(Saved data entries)
===
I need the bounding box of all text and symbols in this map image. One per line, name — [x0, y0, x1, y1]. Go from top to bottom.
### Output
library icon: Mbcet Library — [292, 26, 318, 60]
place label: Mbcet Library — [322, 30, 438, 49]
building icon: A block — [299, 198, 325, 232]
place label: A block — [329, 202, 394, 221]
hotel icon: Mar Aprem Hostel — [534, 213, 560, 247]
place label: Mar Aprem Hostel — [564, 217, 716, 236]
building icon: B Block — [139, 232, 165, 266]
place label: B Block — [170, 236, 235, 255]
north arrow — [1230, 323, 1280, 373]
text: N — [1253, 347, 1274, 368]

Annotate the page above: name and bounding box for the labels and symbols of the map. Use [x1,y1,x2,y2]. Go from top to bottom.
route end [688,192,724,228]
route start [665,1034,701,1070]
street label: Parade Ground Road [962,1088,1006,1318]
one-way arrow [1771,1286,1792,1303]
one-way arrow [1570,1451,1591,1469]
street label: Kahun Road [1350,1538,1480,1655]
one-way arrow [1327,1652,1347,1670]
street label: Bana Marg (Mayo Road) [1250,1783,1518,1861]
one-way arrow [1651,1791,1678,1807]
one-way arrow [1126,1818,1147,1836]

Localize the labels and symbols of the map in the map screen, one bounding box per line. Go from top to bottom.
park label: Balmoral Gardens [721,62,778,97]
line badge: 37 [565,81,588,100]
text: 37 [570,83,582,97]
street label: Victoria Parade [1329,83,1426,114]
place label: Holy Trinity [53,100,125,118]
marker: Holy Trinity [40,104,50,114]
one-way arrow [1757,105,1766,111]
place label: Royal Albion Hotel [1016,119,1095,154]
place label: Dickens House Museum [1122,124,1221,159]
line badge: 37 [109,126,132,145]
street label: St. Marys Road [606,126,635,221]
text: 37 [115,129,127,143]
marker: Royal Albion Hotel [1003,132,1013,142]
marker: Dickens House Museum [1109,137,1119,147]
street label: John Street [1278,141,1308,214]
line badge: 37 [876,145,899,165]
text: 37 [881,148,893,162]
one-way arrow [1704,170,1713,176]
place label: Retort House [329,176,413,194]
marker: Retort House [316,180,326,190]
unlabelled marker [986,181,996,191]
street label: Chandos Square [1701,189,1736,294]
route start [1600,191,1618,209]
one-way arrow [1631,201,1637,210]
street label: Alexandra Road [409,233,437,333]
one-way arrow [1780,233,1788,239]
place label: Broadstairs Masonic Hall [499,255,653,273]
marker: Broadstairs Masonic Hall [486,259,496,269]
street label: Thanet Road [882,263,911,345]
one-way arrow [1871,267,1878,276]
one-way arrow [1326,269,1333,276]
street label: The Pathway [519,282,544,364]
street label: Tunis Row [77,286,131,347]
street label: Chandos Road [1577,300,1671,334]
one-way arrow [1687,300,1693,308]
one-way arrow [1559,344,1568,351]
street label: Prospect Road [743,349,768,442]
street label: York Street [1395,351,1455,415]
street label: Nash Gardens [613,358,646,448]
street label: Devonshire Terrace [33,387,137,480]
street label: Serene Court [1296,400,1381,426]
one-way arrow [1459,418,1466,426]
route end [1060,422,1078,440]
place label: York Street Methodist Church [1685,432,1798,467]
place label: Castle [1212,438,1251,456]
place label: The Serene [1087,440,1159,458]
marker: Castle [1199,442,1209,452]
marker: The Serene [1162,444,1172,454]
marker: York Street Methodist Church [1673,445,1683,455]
===
Task objective | Every entry above should be retyped exactly as shown.

Task solution |
I need the bounding box of all text and symbols in this map image. One per line, name — [x0, y0, x1, y1]. Go from top to bottom.
### Output
library icon: Mbcet Library — [292, 26, 318, 60]
place label: Mbcet Library — [322, 30, 438, 49]
building icon: A block — [299, 198, 325, 232]
place label: A block — [329, 202, 394, 221]
hotel icon: Mar Aprem Hostel — [534, 213, 560, 247]
place label: Mar Aprem Hostel — [564, 217, 716, 236]
building icon: B Block — [139, 232, 165, 266]
place label: B Block — [170, 236, 235, 255]
north arrow — [1230, 323, 1280, 373]
text: N — [1253, 347, 1274, 368]

Annotate the page above: name and bounding box for the labels and symbols of the map. Use [x1,y1,x2,y2]. Go from top to bottom.
route end [688,192,724,228]
route start [665,1034,701,1070]
street label: Parade Ground Road [962,1088,1006,1318]
one-way arrow [1771,1286,1792,1303]
one-way arrow [1570,1451,1591,1469]
street label: Kahun Road [1350,1538,1480,1655]
one-way arrow [1327,1652,1347,1670]
street label: Bana Marg (Mayo Road) [1250,1783,1518,1861]
one-way arrow [1651,1791,1678,1807]
one-way arrow [1126,1818,1147,1836]

Localize the labels and symbols of the map in the map screen, one bounding box per line. Go from top to bottom.
park label: Balmoral Gardens [721,62,778,97]
line badge: 37 [565,81,588,100]
text: 37 [570,83,582,97]
street label: Victoria Parade [1329,83,1426,114]
place label: Holy Trinity [53,100,125,118]
marker: Holy Trinity [40,104,50,114]
one-way arrow [1757,105,1766,111]
place label: Royal Albion Hotel [1016,119,1095,154]
place label: Dickens House Museum [1122,124,1221,159]
line badge: 37 [109,126,132,145]
street label: St. Marys Road [606,126,635,221]
text: 37 [115,129,127,143]
marker: Royal Albion Hotel [1003,132,1013,142]
marker: Dickens House Museum [1109,137,1119,147]
street label: John Street [1278,141,1308,214]
line badge: 37 [876,145,899,165]
text: 37 [881,148,893,162]
one-way arrow [1704,170,1713,176]
place label: Retort House [329,176,413,194]
marker: Retort House [316,180,326,190]
unlabelled marker [986,181,996,191]
street label: Chandos Square [1701,189,1736,294]
route start [1600,191,1618,209]
one-way arrow [1631,201,1637,210]
street label: Alexandra Road [409,233,437,333]
one-way arrow [1780,233,1788,239]
place label: Broadstairs Masonic Hall [499,255,653,273]
marker: Broadstairs Masonic Hall [486,259,496,269]
street label: Thanet Road [882,263,911,345]
one-way arrow [1871,267,1878,276]
one-way arrow [1326,269,1333,276]
street label: The Pathway [519,282,544,364]
street label: Tunis Row [77,286,131,347]
street label: Chandos Road [1577,300,1671,334]
one-way arrow [1687,300,1693,308]
one-way arrow [1559,344,1568,351]
street label: Prospect Road [743,349,768,442]
street label: York Street [1395,351,1455,415]
street label: Nash Gardens [613,358,646,448]
street label: Devonshire Terrace [33,387,137,480]
street label: Serene Court [1296,400,1381,426]
one-way arrow [1459,418,1466,426]
route end [1060,422,1078,440]
place label: York Street Methodist Church [1685,432,1798,467]
place label: Castle [1212,438,1251,456]
place label: The Serene [1087,440,1159,458]
marker: Castle [1199,442,1209,452]
marker: The Serene [1162,444,1172,454]
marker: York Street Methodist Church [1673,445,1683,455]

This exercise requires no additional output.